The Indian dances included three different styles, Bharatnatyam, Kuchipudi and Kathak. Bharatnatyam was performed by Ami Goswami, a DeKalb High School student. Tanvee Hathivala of Natya Dance Theatre presented a simplified version of Bharatnatyam depicting Rama's story. Kuchipudi was performed by Uma Vyjayanthimala Kallkuri of Nrityamala Dance Institute, Bloomington, Illinois, who through her skills demonstrated the coronation of Rama. Kathak was performed by the Anila Sinha Foundation directed by Sandhya Desai. There was an additional Bharatnatyam performance by a Northern Illinois University student.
Sangeeta Isvaran, a research scholar of the Asia Fellows Program gave a workshop involving over 30 audience members. Her workshop highlighted Ancient Ways and Modern Directions. The children of the Hindu Satsang Organization did a Ramayana shadow play depicting Rama's "Boat Journey" with lights and shadows accompanied by background lyrics.
The Indonesian performance was done by the community and the Consulate General of Indonesia in Chicago with about 20 performers, who were mostly students from Chicago-area schools and colleges. The styles depicted were Balinese and Javanese. The Thailand dance was also very interesting.
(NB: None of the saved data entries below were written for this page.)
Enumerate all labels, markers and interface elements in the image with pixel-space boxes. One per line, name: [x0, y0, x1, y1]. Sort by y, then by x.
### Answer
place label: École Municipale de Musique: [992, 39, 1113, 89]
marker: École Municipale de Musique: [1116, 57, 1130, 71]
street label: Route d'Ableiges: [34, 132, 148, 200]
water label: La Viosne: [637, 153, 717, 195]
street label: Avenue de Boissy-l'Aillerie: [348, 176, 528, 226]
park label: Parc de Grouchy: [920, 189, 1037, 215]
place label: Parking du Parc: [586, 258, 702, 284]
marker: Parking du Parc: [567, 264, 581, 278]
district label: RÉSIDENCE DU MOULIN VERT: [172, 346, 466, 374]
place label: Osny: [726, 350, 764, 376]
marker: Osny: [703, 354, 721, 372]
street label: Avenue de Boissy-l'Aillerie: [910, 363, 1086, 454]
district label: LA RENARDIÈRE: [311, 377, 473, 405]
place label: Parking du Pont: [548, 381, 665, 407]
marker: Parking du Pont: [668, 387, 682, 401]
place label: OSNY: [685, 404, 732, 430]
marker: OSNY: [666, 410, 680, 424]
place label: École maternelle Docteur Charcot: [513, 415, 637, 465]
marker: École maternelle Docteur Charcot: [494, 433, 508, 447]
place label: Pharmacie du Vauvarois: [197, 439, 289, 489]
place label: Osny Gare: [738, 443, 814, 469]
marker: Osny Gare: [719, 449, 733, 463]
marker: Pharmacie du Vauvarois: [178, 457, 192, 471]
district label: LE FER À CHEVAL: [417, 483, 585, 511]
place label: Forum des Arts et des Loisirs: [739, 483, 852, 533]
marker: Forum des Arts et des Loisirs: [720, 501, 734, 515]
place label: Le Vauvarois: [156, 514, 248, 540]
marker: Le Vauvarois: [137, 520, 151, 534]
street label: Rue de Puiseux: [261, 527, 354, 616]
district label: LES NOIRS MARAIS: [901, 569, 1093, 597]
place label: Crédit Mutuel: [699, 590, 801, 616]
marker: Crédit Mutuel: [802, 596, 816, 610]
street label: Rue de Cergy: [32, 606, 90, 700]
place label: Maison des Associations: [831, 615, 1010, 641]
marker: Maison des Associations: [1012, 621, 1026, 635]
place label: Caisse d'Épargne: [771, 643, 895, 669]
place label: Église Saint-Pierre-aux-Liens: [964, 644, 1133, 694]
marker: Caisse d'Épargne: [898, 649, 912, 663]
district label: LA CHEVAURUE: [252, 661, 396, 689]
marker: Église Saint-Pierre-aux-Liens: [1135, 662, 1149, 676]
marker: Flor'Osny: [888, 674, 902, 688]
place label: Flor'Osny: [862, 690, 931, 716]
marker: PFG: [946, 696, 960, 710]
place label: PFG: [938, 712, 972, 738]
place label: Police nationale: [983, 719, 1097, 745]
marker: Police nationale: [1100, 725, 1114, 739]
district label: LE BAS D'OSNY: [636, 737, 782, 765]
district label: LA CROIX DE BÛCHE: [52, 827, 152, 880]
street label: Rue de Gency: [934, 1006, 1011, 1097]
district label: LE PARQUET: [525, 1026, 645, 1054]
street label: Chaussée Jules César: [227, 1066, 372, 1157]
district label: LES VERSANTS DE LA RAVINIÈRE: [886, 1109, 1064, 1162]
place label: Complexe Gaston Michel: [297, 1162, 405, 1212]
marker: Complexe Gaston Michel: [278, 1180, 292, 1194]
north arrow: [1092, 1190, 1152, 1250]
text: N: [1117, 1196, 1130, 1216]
This was a presentation by the Thai Cultural and Fine Arts Institute in Chicago and was directed by Jutarut Suntharanund.
There were a total of nine items in the entire performance, and each item was excellent in itself and was immensely enjoyed by the audience.
The Ramayana Fair also featured several exhibitions and foods from India, Indonesia and Thailand.
The conference was co-sponsored by the Center for Southeast Asian Studies, Northern Illinois University and the International Ramayana Institute of North America. The program was made possible in part by (1) a grant from the Illinois Humanities Council, the National Endowment for the Humanities and the Illinois General Assembly and (2) the Infinity Foundation.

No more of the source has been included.